HTTP Basic Authentication in Snap Framework

By September 30, 2014Technical

Hi, I’m Geoffrey Roberts, one of the web developers at Anchor. I’d like to discuss something I’ve built in Haskell, and hopefully give you some ideas for other things you can do in terms of web development with the language.

I’ve been working on some web frontends in Snap Framework lately, and came to a point where I needed to know who was accessing the frontend, and whether they were allowed to use it. Seeing as the application needed to support both human-visible and RESTful interfaces, I realised that I couldn’t really use any off the shelf authentication methods.

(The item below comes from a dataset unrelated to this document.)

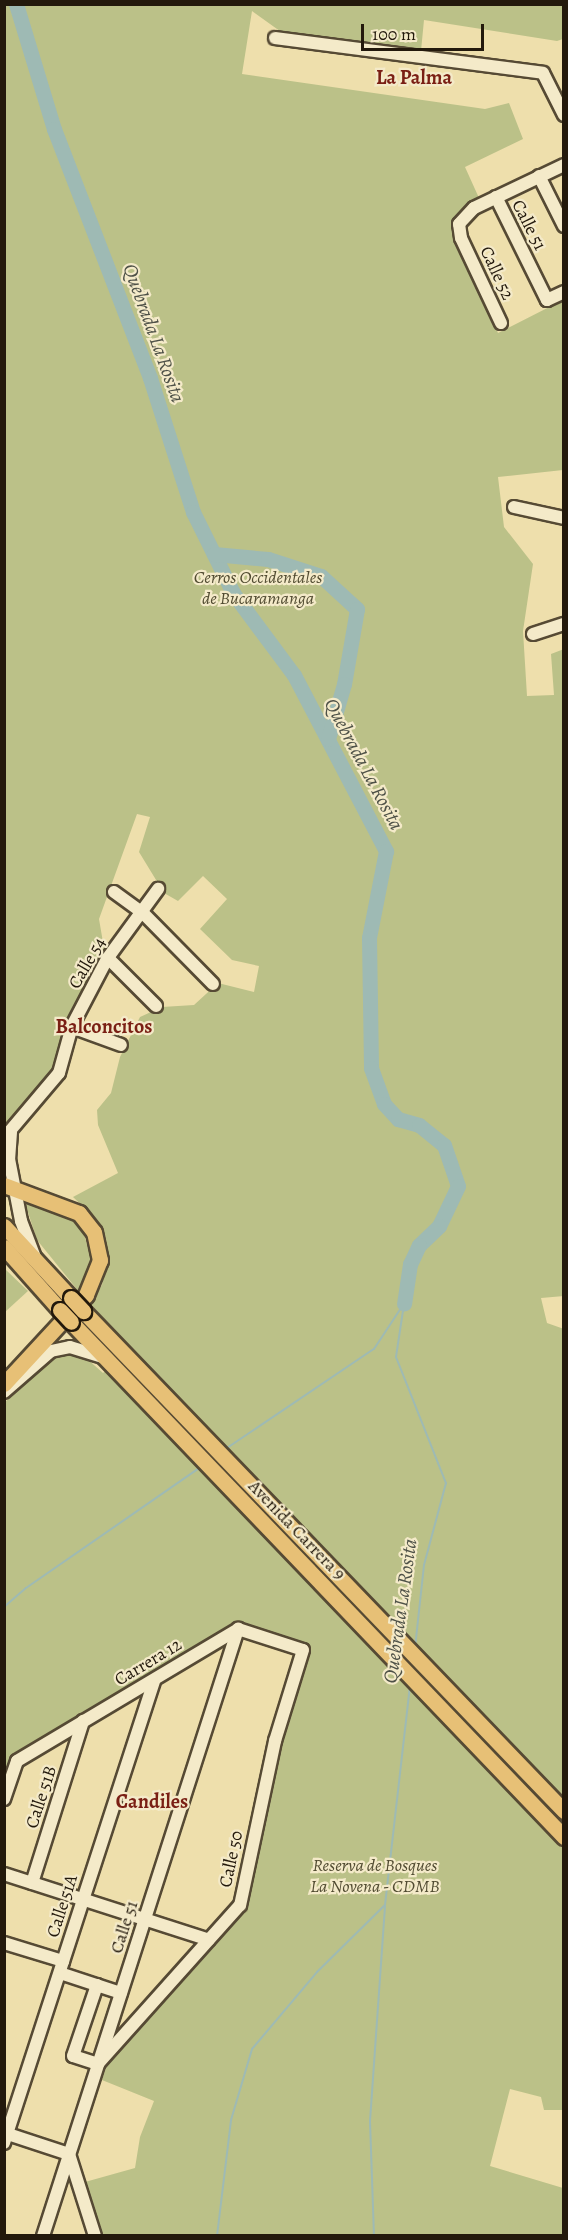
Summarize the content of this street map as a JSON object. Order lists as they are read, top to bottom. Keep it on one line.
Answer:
{"streets":{"main road":["Avenida Carrera 9"],"street":["Calle 51","Calle 52","Calle 54","Carrera 12","Calle 51B","Calle 50","Calle 51A"]},"crossings":[["Calle 51","Calle 52"],["Calle 51","Carrera 12"],["Calle 51","Calle 50"],["Calle 54","Avenida Carrera 9"],["Carrera 12","Calle 51B"],["Carrera 12","Calle 50"],["Carrera 12","Calle 51A"]],"districts":["La Palma","Balconcitos","Candiles"],"water":["Quebrada La Rosita"],"parks":["Cerros Occidentales de Bucaramanga","Reserva de Bosques La Novena - CDMB"],"scale_bar":"100 m"}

While Snap does provide you with something out of the box to do authentication, it’s intended for human-usable interfaces only, since it’s reliant on cookie-identified sessions. Also, most of our other APIs already use some form of HTTP authentication, so it makes sense to go with an interface that people are already used to working with.

However, Snap doesn’t come with anything out of the box to handle HTTP authentication in the way it does for session-based authentication. We needed to write it ourselves.


Snap has a particular way of defining plugins or modules that allow certain bits of functionality to be abstracted away from the main webapp; the Snap team refers to their modular approach as Snaplets. However, given that the Haskell web space isn’t particularly well-developed, the Snap team only acknowledges the existence of about a dozen Snaplets on their website.

But here’s the rub; we don’t actually need to write a whole snaplet just to do HTTP authentication. It’s enough to write a few intermediary functions and define a couple of data types.

Data types

First, we’re going to define a data type that covers the kind of authentication that we are going to use. Let’s call it AuthHeader.

import Data.ByteString (ByteString)
data AuthHeader = BasicAuth ByteString deriving (Show, Eq)

For the time being, we’ll only support Basic HTTP authentication, but this could later be extended to support Digest and custom token-based headers too.

Writing the intermediary

The intermediary function that we’re going to write starts out like this:

withAuth :: Handler App App () -> Handler App App ()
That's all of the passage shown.